After beer is brewed, however, some 90 percent of spent grain generated by craft brewers in particular is disposed of and later used as animal feed, according to the Brewers Association’s estimates. 

Contracts keep barley alive

As acres for the crop declined, Heisel said, more of it became contracted to maintain the industry. 

Nearly all barley acres in the United States are contracted now, experts say, making them of greater value. What once was an open market for barley is no longer.  

“In areas that they grow malting barley, it’s probably one of their better crops as far as income goes,” Heisel said. “Malting barley is a good crop for them to grow.”

For Lentz, barley accounts for some 15 percent of his acres. He also grows spring wheat, canola and soybeans. 

“If you would've told me 20 years ago that one-third of my farm was going to be soybean,” Lentz said, “I would have laughed at you.” 

But many barley growers have stopped planting the crop entirely. Technological advancements have made it possible for barley farmers to grow crops like corn and soybeans instead, so they made the switch. 

But despite recent declines in barley throughout the country, production and malting in states that aren’t traditionally known for the crop are on the rise, said North American Craft Maltsters Guild Executive Director Jen Blair.

Ten years ago, for example, neither Connecticut nor Massachusetts produced any barley. As of the most recent agriculture census in 2017, however, farmers in those states harvested a combined 2,344 bushels.

And more breweries are interested in using local ingredients. 
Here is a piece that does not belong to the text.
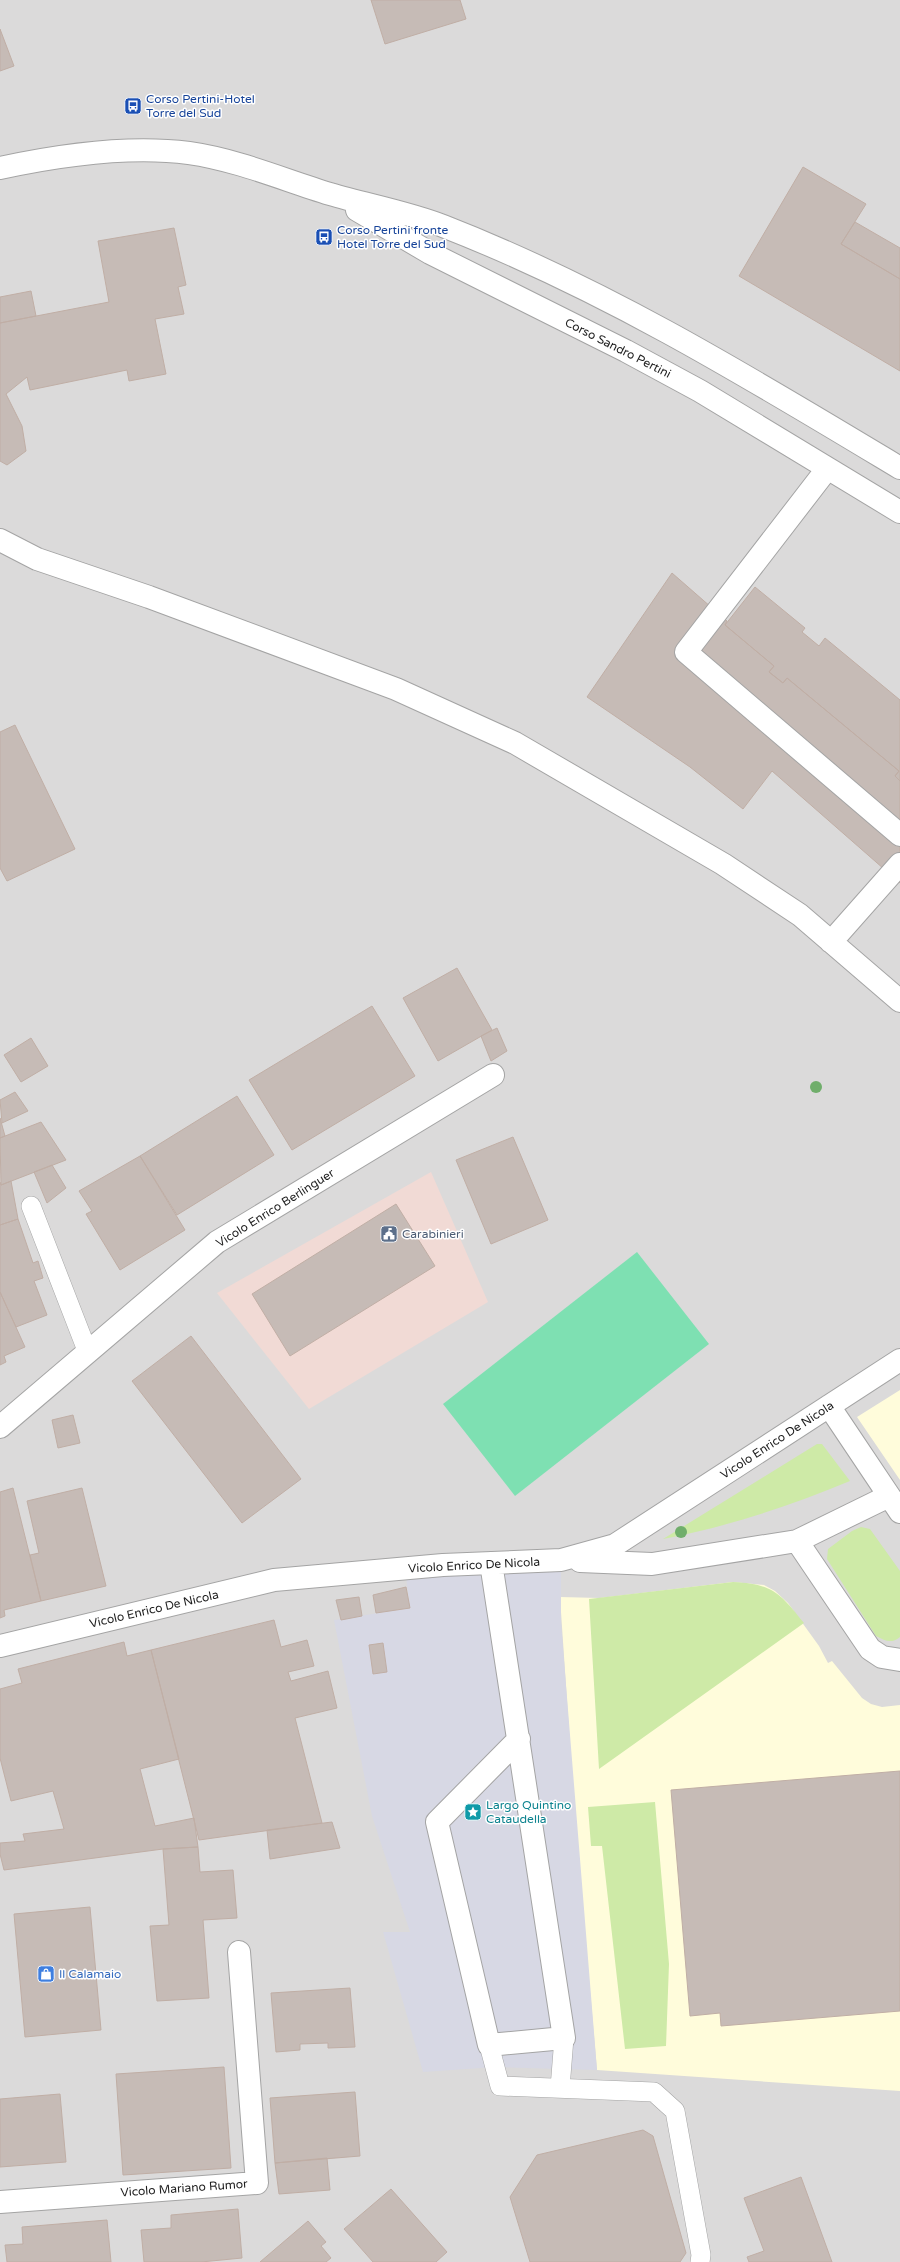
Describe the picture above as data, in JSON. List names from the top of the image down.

“Within North Carolina,” Blair said, “I can think of five breweries who either use 100 percent craft malt or very close.” 
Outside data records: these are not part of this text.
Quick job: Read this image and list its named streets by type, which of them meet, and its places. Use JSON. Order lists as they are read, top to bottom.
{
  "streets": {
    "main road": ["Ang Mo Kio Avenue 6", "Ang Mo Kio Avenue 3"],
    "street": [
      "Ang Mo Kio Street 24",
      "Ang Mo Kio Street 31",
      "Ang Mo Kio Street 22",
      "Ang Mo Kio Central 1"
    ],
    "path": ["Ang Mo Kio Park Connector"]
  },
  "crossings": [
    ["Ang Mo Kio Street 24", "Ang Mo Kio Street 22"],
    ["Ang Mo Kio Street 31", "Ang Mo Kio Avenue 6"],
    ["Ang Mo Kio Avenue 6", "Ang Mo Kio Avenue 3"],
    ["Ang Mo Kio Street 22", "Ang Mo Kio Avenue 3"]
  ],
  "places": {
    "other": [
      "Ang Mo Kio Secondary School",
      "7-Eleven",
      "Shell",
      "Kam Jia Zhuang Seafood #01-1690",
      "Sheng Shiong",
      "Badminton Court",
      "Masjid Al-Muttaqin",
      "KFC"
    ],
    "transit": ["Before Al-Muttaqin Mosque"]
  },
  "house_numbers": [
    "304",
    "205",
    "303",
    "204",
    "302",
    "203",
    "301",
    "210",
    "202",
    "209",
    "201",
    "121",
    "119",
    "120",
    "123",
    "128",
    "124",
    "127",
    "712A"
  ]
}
For craft maltsters in the guild, half of the grains they use must be grown within 500 miles. 

When the Craft Maltsters Guild started in 2013, the organization had just seven members. Now it’s expanded to around 65, which Blair estimates as two-thirds of all the craft maltsters in the country. 

The trend aligns with a growing interest in both craft beer itself and where its ingredients come from. 

“People realize that this is made up of separate ingredients and these ingredients all come from somewhere,” Blair said. “With barley, that’s the easiest part of the story to tell, and the best part of the story to tell. Your barley could be grown from anywhere.”